Dans l'affaire Braceland c. Canada (Ministre du Revenu national - M.R.N.), [1999] A.C.F. no 434 (1re inst.) (QL), le juge Teitelbaum a appliqué la norme de contrôle énoncée dans Kaiser, supra :
[14] Il est clairement établi que la décision que rend le ministre en application du paragraphe 220(3.1) de la Loi de l'impôt sur le revenu est discrétionnaire et, à ce titre, la portée du contrôle est limitée. La norme de contrôle qu'il convient d'appliquer à la décision que rend le ministre en application du paragraphe 220(3.1) de la Loi fait l'objet d'une analyse dans Kaiser c. Canada (Ministre du Revenu national - M.R.N.) (C.F. 1re inst.) (1995), 93 F.T.R. 66, . . .
Pour ma part, j'ai aussi récemment appliqué la même norme de contrôle dans Grace Edwards et al. v. Canada Customs and Revenue Agency (31 mai 2002), T-1030-01, 2002 FCT 618 :
[13] Subsection 220(3.1) of the Act vests a discretionary power to the Minister. The courts have the responsibility to ensure that the taxpayer is heard, and that he is entitled to a decision that is the outcome of a fair process in the course of which the submissions he is raising were indeed considered (see Courchesne v. Canada (Revenue), [1996] F.C.J. No. 1469 (T.D.) (QL)).
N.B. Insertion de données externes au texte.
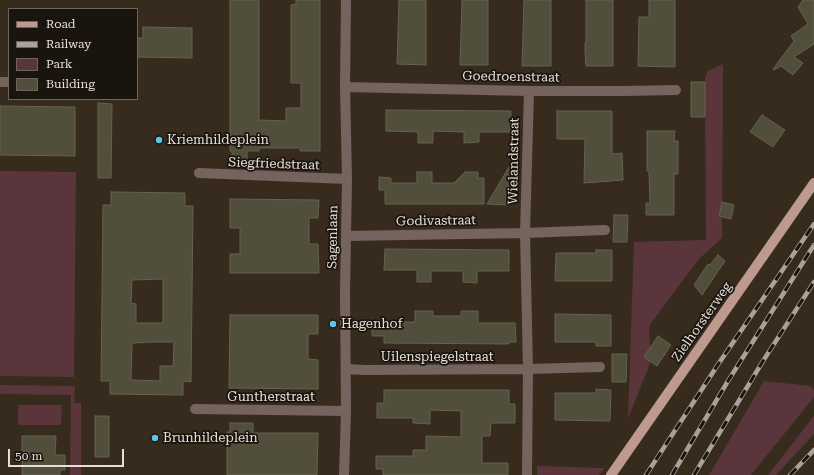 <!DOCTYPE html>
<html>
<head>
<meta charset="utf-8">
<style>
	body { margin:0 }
	#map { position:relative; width:814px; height:475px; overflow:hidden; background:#372b1e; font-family:"Roboto Serif",serif }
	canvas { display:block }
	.legend { position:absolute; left:8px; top:8px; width:130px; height:92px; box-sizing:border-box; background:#1a140f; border:1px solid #6c655f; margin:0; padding:5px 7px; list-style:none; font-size:12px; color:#e7dfd7 }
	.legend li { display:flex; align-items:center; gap:8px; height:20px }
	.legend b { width:20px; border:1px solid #6c655f }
	.scale { position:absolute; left:8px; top:449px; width:116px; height:18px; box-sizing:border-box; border:2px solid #e7dfd7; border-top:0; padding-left:5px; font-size:12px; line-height:14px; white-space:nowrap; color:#e7dfd7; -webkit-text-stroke:3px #1a140f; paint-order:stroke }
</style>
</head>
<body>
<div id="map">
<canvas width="814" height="475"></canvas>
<ul class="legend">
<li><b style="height:5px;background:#bd998e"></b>Road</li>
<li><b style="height:5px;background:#aaa197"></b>Railway</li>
<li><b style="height:11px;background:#5a363c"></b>Park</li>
<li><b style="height:11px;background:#524e3c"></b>Building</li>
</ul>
<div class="scale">50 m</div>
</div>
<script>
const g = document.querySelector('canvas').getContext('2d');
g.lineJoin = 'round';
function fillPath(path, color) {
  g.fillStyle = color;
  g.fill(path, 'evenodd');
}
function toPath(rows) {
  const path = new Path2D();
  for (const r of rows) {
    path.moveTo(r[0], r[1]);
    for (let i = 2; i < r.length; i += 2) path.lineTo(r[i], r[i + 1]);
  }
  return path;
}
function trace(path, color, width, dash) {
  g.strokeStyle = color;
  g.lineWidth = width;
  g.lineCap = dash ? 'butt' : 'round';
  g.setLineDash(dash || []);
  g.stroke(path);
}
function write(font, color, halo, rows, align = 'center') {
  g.font = font + ' "Roboto Serif",serif';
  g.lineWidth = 3.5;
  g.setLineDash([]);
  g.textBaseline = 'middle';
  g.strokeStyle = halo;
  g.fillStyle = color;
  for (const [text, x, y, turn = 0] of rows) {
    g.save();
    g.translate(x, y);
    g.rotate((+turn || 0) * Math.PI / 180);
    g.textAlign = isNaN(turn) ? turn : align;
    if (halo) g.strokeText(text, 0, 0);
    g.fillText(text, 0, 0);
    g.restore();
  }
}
const green = toPath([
	[723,64,722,238,698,260,649,326,651,361,628,418,634,242,706,240,705,76,708,71],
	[0,171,76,172,74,377,0,376],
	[764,381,811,386,814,390,814,397,751,475,709,475],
	[0,385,75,386,74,403,81,403,81,475,70,475,71,395,0,394],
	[18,405,62,405,61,425,18,425],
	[814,416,814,434,776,475,768,475],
	[537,466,604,468,599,475,537,475]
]);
const building = toPath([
	[230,0,259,0,259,120,286,121,286,108,301,108,301,83,291,83,291,5,296,4,296,0,320,0,320,151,300,151,300,148,259,148,259,151,247,151,247,164,232,164,232,151,230,151,230,0],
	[399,0,426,0,426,65,397,64,399,0],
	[462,0,488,0,488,65,460,65,462,0],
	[524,0,551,0,551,66,522,66,524,0],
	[586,0,613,0,613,66,586,66,585,51,585,43,586,43,586,0],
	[649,0,675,0,675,67,638,66,639,17,648,17,648,16,649,16,649,0],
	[803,0,814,0,814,44,794,57,803,63,793,75,781,66,774,70,773,69,794,41,791,36,808,24,798,7,803,0],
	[143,27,192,28,192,58,137,57,137,38,143,38,143,27],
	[691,82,705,82,705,117,691,117,691,82],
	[98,103,112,104,111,178,98,178,98,103],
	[0,106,75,107,75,156,0,155,0,106],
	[386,110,511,111,511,132,479,132,479,142,464,143,464,132,433,131,433,143,418,143,418,132,386,131,386,110],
	[557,111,612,111,612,154,622,153,623,180,584,183,585,139,557,139,557,111],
	[762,115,785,130,773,147,750,132,762,115],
	[647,131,675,131,674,141,678,141,678,174,674,174,674,215,646,215,646,203,650,203,649,171,647,171,647,131],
	[509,167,509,172,517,172,517,191,509,191,510,205,487,204,509,167],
	[417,172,432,172,432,183,454,183,465,172,478,172,478,178,484,178,484,204,385,204,385,190,379,190,379,177,391,178,391,183,417,183,417,172],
	[111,192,185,193,185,206,193,206,191,382,183,381,183,395,110,394,110,381,101,381,103,205,111,205,111,192],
	[163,279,163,323,136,323,136,304,131,303,132,280,163,279],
	[154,342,174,342,173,366,160,366,160,381,131,380,132,343,154,342],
	[230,199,319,200,318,218,309,218,309,244,318,244,319,273,230,273,230,254,240,254,240,228,230,228,230,199],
	[722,202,734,205,731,219,719,216,722,202],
	[614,215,628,215,627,242,613,242,614,215],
	[385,249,509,250,509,271,477,271,477,283,463,282,463,271,431,271,431,282,417,282,417,270,384,270,385,249],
	[596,250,612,250,612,281,555,281,556,253,596,253,596,250],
	[718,255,725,261,702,295,694,285,708,264,710,265,718,255],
	[415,311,433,311,433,316,461,316,461,311,478,311,478,323,515,323,516,342,509,342,509,344,384,343,384,336,372,336,372,320,384,320,384,322,415,322,415,311],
	[555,314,611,315,611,346,596,346,596,342,555,342,555,314],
	[230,315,318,315,318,334,308,334,308,359,318,360,318,389,229,388,230,315],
	[658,336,671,345,657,366,644,357,658,336],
	[612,354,627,354,626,382,612,382,612,354],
	[596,389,611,390,610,421,555,420,555,393,596,393,596,389],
	[384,390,509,390,509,404,515,404,515,423,491,423,490,436,482,436,482,463,508,463,508,475,383,475,383,469,376,469,376,456,413,456,413,450,426,450,426,436,461,437,461,411,430,410,430,424,413,423,413,418,377,418,377,403,384,403,384,390],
	[95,416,109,416,109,457,95,457,95,416],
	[230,423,253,423,253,433,318,433,317,475,227,475,227,432,230,432,230,423],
	[22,436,56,436,55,455,65,455,65,470,60,470,60,475,22,475,22,436]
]);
const minor = toPath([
	[0,82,9,82],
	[345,87,529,91,623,91,676,90],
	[199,173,347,179],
	[346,236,525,233,605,230],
	[346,369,365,370,528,369,600,367],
	[195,409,346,411],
	[344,475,346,411,345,294,347,179,345,87,346,0],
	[527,475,528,369,525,233,529,91]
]);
const major = toPath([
	[611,475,814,183]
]);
const rail = toPath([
	[646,475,719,363,814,224],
	[672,475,728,381,814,245],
	[694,475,763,361,814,282],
	[790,475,814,450]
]);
const markers = [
	[159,140,4,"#59c8e5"],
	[333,324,4,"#59c8e5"],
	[155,438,4,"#59c8e5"]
];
const streetNames = [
	["Goedroenstraat",511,77,1],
	["Wielandstraat",514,161,-89],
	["Siegfriedstraat",274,164,2],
	["Godivastraat",436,221,-1],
	["Sagenlaan",333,237,-89],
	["Zielhorsterweg",702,322,-55],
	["Uilenspiegelstraat",437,357],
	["Guntherstraat",271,397]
];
const poiNames = [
	["Kriemhildeplein",167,140],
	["Hagenhof",341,324],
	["Brunhildeplein",163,438]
];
fillPath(green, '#5a363c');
fillPath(building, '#524e3c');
trace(building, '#65624f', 1);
trace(minor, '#75645e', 10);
trace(major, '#bd998e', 10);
trace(rail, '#aaa197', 4.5);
trace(rail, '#1a140f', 3, [9]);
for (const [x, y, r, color] of markers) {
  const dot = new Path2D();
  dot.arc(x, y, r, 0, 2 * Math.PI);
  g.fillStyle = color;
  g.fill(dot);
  trace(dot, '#1a140f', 1.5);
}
write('13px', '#e7dfd7', '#1a140f', streetNames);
write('13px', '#e7dfd7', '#1a140f', poiNames, 'left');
</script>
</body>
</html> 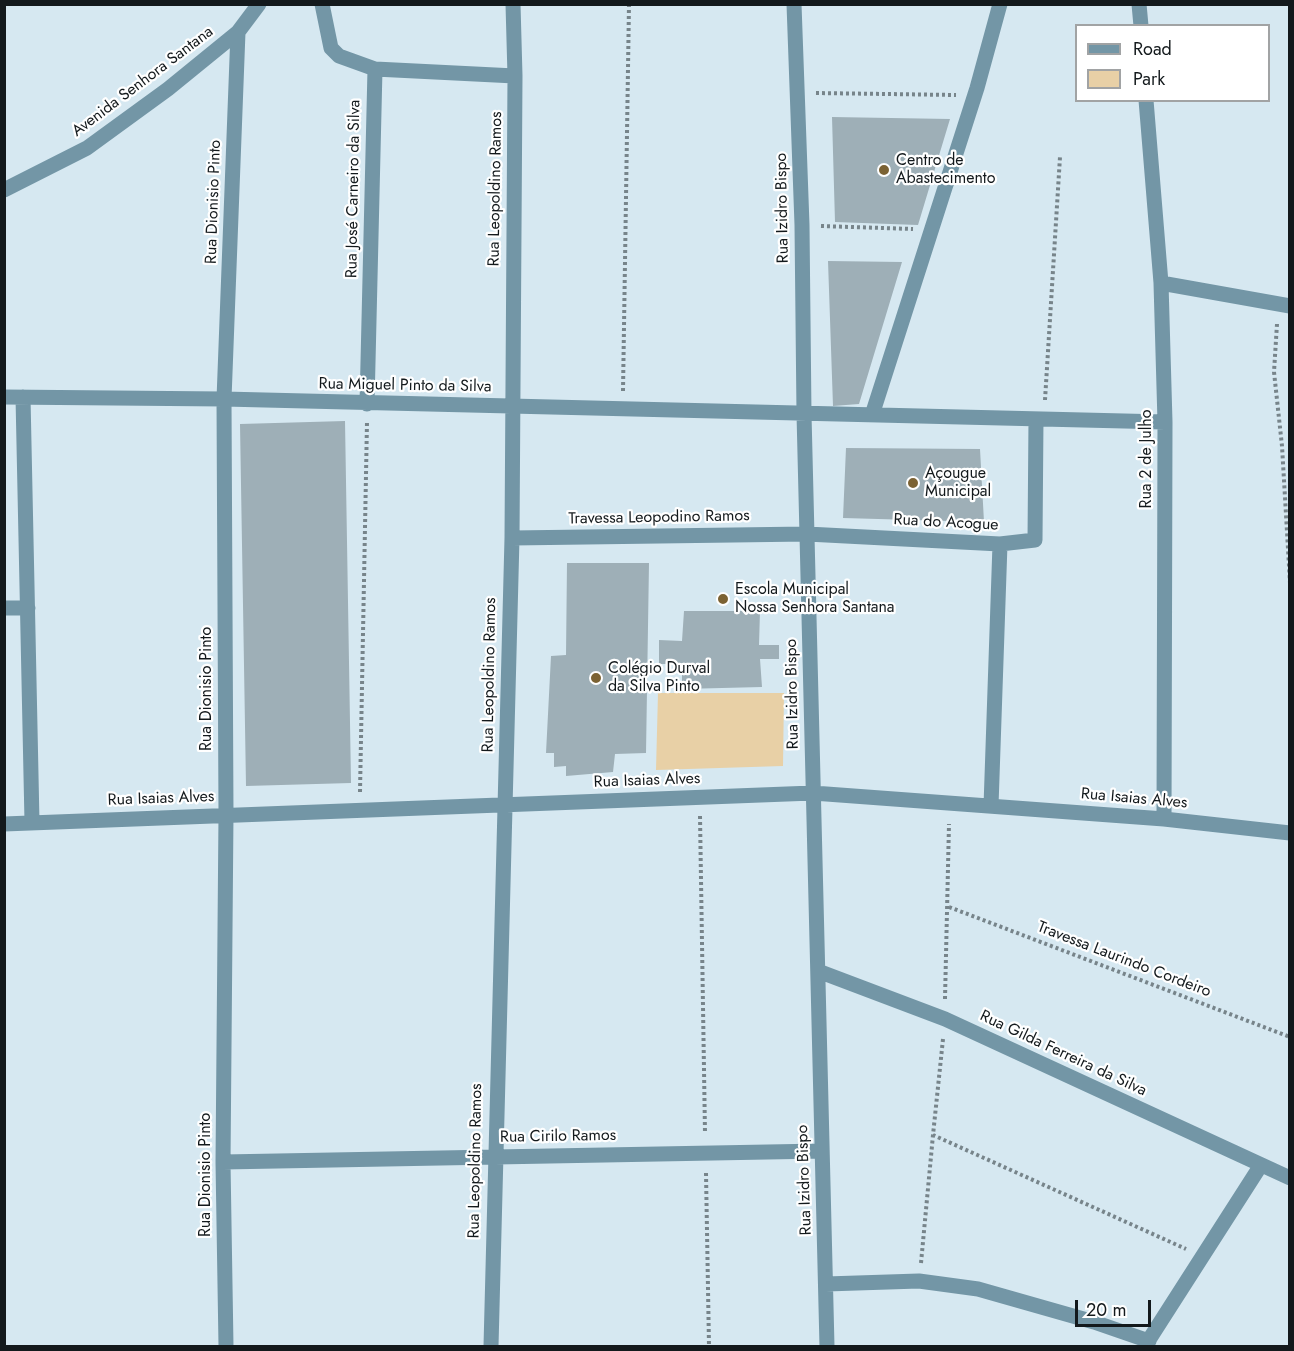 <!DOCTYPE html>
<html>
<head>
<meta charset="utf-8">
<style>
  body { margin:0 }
  #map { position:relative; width:1294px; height:1351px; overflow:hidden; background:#d6e8f1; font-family:Jost,sans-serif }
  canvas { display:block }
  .frame { position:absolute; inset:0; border:6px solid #13191c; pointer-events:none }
  .legend { position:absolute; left:1075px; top:24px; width:195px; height:78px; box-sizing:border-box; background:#fff; border:2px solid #a1a3a4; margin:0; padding:8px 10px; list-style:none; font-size:18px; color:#13191c }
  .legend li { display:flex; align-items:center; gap:12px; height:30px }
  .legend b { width:30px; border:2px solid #a1a3a4 }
  .scale { position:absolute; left:1075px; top:1300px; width:76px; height:27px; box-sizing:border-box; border:3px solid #13191c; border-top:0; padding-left:8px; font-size:18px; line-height:21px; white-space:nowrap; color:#13191c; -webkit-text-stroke:4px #fff; paint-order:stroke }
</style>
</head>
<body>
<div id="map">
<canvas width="1294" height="1351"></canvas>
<div class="frame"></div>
<ul class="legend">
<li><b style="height:8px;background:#7396a6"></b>Road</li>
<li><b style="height:16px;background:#e8d0a6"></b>Park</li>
</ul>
<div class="scale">20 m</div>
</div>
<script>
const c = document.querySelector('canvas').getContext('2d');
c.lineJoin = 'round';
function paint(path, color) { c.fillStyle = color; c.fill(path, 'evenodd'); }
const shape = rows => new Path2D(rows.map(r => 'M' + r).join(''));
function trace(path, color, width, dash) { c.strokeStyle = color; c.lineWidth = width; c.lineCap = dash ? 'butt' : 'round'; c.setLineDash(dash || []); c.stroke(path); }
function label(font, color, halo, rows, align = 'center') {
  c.font = font + ' Jost,sans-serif'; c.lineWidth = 4.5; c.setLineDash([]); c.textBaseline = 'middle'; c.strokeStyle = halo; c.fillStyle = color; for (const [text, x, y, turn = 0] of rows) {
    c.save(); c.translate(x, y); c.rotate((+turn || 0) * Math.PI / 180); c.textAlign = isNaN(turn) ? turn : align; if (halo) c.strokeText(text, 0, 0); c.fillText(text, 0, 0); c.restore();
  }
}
paint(shape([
  [658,693,784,693,783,766,656,770]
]), '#e8d0a6');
paint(shape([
  [832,117,950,119,918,225,835,222],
  [828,261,902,262,859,404,833,406],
  [345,421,351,783,246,786,240,424],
  [846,448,980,449,984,522,843,518],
  [567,563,649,563,646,753,615,754,613,772,566,776,566,766,554,767,554,753,546,753,551,656,566,655],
  [684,611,760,611,759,645,779,645,779,659,760,659,762,687,682,689,682,664,659,664,659,640,682,641]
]), '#9eafb7');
trace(shape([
  [816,93,956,95],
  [821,226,913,229],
  [1277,324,1274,372,1282,446,1290,583],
  [623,391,629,4],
  [1045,400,1060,157],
  [1290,755,1290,758],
  [360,792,367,422],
  [700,816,705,1133],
  [949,907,1290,1037],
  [945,999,949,824],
  [943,1039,933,1135,1186,1249],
  [706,1173,709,1346],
  [921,1263,933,1135]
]), '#77848a', 4, [3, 3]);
trace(shape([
  [322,4,331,48,339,56,375,69,367,404],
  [794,4,802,225,804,414,827,1346],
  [1139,4,1141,26],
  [375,69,515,76],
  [1146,100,1161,283,1165,422,1164,819],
  [4,190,87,148,168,89,238,32,259,4],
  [1161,283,1290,306],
  [4,397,224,399,1165,422],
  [23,397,32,822],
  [872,415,977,88,1000,4],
  [512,538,807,534,1000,544,1035,540,1036,419],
  [4,608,28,608],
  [991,806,1000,544],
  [4,824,813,793,1164,819,1290,833],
  [818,971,945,1019,1290,1178],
  [223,1162,822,1151],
  [826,1284,919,1281,978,1289,1094,1322,1149,1341],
  [226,1346,223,1162,226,814,224,399,238,32],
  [491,1346,512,538,515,76,513,4],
  [1145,1346,1261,1165]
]), '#7396a6', 15);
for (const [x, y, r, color] of [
  [884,170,6,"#7b6233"],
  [913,483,6,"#7b6233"],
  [723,599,6,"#7b6233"],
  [596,678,6,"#7b6233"]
]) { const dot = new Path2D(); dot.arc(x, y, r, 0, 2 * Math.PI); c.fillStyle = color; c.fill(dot); trace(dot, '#fff', 2); }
label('16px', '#13191c', '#fff', [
  ["Avenida Senhora Santana",143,82,-37],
  ["Rua José Carneiro da Silva",354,189,-89],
  ["Rua Leopoldino Ramos",496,189,-89],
  ["Rua Dionisio Pinto",214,202,-88],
  ["Rua Izidro Bispo",783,208,-91],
  ["Rua Miguel Pinto da Silva",405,386,1],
  ["Rua 2 de Julho",1147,459,-90],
  ["Travessa Leopodino Ramos",659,518,-1],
  ["Rua do Acogue",946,523,3],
  ["Rua Leopoldino Ramos",490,675,-89],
  ["Rua Dionisio Pinto",207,689,-90],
  ["Rua Izidro Bispo",793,694,-91],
  ["Rua Isaias Alves",647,781,-2],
  ["Rua Isaias Alves",161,799,-2],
  ["Rua Isaias Alves",1134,799,5],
  ["Travessa Laurindo Cordeiro",1124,960,21],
  ["Rua Gilda Ferreira da Silva",1063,1054,25],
  ["Rua Cirilo Ramos",558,1137,-1],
  ["Rua Leopoldino Ramos",476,1161,-89],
  ["Rua Dionisio Pinto",206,1175,-90],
  ["Rua Izidro Bispo",805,1180,-92]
]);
label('16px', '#13191c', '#fff', [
  ["Centro de",896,161],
  ["Abastecimento",896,179],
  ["Açougue",925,474],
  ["Municipal",925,492],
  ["Escola Municipal",735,590],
  ["Nossa Senhora Santana",735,608],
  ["Colégio Durval",608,669],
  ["da Silva Pinto",608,687]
], 'left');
</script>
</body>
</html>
[14] Based on the evidence here, I am satisfied that there has been a proper exercise of the statutory discretion bestowed on the Minister by subsection 220(3.1) of the Act. A discretionary power of this nature must be exercised in good faith, in accordance with the principles of natural justice, taking into account all relevant considerations and without regard to irrelevant or extraneous ones. As stated in Kaiser, supra, at page 69:
. . . Every case is required to be decided on its own merit in order that circumstances unique to that individual taxpayer are properly taken into account. . . . [W]hen the Minister exercises his discretion under subsection 220(3.1), he is required to take into account considerations relevant and unique to that taxpayer alone. . . .
En l'espèce, il appert que l'ensemble des faits au dossier a été dûment considéré. Le rapport préparé par le comité d'équité, subséquemment remis à M. Jean Laporte, mentionne en détail les faits et circonstances qui ont donné lieu à l'examen de la demande. La preuve au dossier démontre essentiellement qu'en tout temps pertinent : (1) la demanderesse était propriétaire d'une propriété évaluée à 300 000 $ et hypothéquée pour un montant de 100 000 $; (2) la demanderesse avait un revenu annuel supérieur à 45 000 $; et (3) la demanderesse avait contribué à son RÉER depuis 1992 pour un montant total de 9 700 $.
Dans les circonstances, considérant la norme de contrôle applicable définie dans la jurisprudence ci-dessus, l'intervention de cette cour n'est pas justifiée. Au contraire, je suis satisfait que la décision est non seulement conforme au droit, mais qu'elle est également raisonnable.
Par ces motifs, la demande de contrôle judiciaire est rejetée, avec dépens.
JUGE
OTTAWA (ONTARIO)
Le 15 octobre 2002
COUR FÉDÉRALE DU CANADA
SECTION DE PREMIÈRE INSTANCE
NOMS DES AVOCATS ET PROCUREURS INSCRITS AU DOSSIER
DOSSIER : T-1382-00
INTITULÉ : HILDA HACIKYANER c. AGENCE DES DOUANES ET DU REVENU DU CANADA
LIEU DE L'AUDIENCE : Montréal (Québec)
DATE DE L'AUDIENCE : Le 17 septembre 2002
MOTIFS DE L'ORDONNANCE DE : L'honorable juge Pinard
EN DATE DU : 15 octobre 2002
ONT COMPARU :
Mme HILDA HACIKYANER LA DEMANDERESSE AGISSANT POUR SON PROPRE COMPTE
Me PIERRE LAMOTHE POUR LA DÉFENDERESSE
PROCUREURS INSCRITS AU DOSSIER :
HILDA HACIKYANER LA DEMANDERESSE AGISSANT POUR SON
Mont-Royal (Québec) PROPRE COMPTE
MORRIS ROSENBERG POUR LA DÉFENDERESSE
Sous-procureur général du Canada
Ottawa (Ontario)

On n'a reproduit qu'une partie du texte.